Alternatively, you should be able to build the Horace mex files for your OS (details below) if you have a C++ compiler installed and working with your MATLAB, but feel free to contact Horace Help, if you have problems doing that. It will also work out of the box without building any mex files, though the speed of some operations will be 2-5 times slower.
Recent Horace versions come as standalone distribution pack which includes Herbert (see below).

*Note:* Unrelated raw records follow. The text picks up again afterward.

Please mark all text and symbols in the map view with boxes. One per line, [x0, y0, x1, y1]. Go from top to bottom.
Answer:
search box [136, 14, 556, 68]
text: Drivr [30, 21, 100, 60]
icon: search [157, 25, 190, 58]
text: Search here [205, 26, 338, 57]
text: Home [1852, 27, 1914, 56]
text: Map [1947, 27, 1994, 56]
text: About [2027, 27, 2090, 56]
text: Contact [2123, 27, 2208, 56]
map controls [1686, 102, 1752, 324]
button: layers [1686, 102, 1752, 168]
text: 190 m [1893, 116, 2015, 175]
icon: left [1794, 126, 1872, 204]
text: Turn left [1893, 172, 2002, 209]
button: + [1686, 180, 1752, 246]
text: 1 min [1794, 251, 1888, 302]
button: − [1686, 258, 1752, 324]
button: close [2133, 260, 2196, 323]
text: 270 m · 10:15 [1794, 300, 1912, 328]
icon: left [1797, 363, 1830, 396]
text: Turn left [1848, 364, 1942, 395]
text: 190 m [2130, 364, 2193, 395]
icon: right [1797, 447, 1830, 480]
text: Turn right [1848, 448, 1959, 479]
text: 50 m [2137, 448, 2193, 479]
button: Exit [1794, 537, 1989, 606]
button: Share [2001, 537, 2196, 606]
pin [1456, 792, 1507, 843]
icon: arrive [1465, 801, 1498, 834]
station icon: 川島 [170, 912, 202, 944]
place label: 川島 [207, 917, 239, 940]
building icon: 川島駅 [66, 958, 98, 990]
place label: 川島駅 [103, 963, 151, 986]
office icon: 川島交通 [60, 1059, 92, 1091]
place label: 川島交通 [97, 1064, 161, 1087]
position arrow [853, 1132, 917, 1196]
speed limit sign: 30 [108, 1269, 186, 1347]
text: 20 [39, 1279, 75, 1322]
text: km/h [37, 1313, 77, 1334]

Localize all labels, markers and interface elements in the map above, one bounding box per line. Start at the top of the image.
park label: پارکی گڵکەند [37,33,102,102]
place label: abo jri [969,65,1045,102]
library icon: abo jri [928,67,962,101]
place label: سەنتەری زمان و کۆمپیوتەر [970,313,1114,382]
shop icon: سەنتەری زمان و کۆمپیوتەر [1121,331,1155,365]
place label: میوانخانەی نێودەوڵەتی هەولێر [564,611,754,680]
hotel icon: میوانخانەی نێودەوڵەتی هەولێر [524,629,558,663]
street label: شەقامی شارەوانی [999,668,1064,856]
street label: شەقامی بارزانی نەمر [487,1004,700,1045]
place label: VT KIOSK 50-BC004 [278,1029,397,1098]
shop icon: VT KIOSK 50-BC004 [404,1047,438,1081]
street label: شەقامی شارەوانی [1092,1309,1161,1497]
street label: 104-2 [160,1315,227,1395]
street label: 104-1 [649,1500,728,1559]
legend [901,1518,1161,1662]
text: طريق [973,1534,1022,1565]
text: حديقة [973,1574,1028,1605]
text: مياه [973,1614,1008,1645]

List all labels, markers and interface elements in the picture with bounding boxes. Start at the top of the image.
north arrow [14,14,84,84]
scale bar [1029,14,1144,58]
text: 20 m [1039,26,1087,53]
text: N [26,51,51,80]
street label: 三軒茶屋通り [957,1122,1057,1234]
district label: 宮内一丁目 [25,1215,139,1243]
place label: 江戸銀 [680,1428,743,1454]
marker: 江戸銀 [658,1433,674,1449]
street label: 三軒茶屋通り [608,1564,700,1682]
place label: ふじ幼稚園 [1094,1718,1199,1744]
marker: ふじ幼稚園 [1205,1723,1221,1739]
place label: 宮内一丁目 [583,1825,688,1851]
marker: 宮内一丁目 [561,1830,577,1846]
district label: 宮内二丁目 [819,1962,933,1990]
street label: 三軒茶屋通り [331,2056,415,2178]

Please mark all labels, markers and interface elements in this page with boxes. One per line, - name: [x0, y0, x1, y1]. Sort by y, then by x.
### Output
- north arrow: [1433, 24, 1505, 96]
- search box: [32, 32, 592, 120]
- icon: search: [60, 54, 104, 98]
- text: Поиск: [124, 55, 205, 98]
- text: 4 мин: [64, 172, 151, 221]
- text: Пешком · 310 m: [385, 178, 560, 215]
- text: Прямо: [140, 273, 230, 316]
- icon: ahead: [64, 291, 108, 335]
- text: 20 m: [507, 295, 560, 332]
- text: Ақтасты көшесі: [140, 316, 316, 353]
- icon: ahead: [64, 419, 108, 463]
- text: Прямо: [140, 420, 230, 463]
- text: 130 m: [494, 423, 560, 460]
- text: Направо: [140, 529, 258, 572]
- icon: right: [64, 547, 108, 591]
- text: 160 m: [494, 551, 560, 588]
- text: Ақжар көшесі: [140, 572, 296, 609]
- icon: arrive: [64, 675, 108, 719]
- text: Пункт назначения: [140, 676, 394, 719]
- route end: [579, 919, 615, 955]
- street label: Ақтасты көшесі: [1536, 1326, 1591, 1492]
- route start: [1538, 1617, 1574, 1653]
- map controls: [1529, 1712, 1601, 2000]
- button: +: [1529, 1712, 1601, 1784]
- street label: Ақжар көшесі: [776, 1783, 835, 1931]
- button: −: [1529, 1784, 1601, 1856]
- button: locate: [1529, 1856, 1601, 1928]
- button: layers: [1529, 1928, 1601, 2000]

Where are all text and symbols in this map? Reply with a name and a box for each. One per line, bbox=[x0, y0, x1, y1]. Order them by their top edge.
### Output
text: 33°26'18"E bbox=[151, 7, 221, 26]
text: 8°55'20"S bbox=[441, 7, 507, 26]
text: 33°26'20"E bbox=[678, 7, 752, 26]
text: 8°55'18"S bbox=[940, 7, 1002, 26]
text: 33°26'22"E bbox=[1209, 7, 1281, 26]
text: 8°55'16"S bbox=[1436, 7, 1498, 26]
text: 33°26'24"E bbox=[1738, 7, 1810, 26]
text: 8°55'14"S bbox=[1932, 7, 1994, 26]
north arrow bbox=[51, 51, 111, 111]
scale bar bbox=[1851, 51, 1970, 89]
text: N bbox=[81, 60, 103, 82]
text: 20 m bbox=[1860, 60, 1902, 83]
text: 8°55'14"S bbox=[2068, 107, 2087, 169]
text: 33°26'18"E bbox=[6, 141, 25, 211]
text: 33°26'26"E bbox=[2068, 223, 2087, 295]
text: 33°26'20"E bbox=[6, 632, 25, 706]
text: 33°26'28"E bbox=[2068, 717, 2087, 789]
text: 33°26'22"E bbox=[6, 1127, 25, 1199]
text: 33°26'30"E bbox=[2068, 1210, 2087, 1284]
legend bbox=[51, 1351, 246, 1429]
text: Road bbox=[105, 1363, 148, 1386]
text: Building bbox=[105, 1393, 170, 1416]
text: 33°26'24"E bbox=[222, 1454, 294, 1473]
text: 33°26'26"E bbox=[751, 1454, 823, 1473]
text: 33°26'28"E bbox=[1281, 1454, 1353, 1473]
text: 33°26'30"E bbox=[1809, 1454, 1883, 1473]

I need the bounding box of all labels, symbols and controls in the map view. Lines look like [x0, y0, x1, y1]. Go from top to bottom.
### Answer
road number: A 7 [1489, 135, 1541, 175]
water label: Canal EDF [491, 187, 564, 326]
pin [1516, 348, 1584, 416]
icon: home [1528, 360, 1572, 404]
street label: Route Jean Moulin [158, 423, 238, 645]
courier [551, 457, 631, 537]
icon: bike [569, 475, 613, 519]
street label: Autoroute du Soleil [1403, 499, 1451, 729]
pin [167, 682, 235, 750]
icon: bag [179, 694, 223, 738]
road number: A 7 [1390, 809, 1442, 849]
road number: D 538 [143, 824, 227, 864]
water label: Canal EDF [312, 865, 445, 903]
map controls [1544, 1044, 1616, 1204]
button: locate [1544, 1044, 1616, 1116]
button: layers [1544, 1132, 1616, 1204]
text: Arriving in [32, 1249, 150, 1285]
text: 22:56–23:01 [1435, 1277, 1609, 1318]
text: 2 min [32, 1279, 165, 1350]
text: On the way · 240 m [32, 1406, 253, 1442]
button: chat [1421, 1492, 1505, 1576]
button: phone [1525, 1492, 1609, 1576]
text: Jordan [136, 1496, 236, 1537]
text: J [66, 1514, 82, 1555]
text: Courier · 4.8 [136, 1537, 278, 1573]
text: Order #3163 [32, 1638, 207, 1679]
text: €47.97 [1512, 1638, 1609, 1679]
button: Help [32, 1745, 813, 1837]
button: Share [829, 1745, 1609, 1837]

Full Horace distribution contains Horace Demo and unit tests with the test data, which would allow you comprehensively verify your Horace installation for development purposes. If you are well familiar with Horace and do not need unit tests, you may use Horace&Herbert_NoDemoNoTests.zip distribution file from small downloads, which is an order of magnitude slmaller to download.
New Smaller Download¶
In the download area (see below) you can now get a zipped distribution of Horace without demo and test files. This is significantly smaller - about 3MB rather than 100MB for the full installation.
Standard Installation¶
Installation is quite straightforward, since it requires only a small modification to your startup.m
script and for all of the Horace folders to be placed somewhere sensible…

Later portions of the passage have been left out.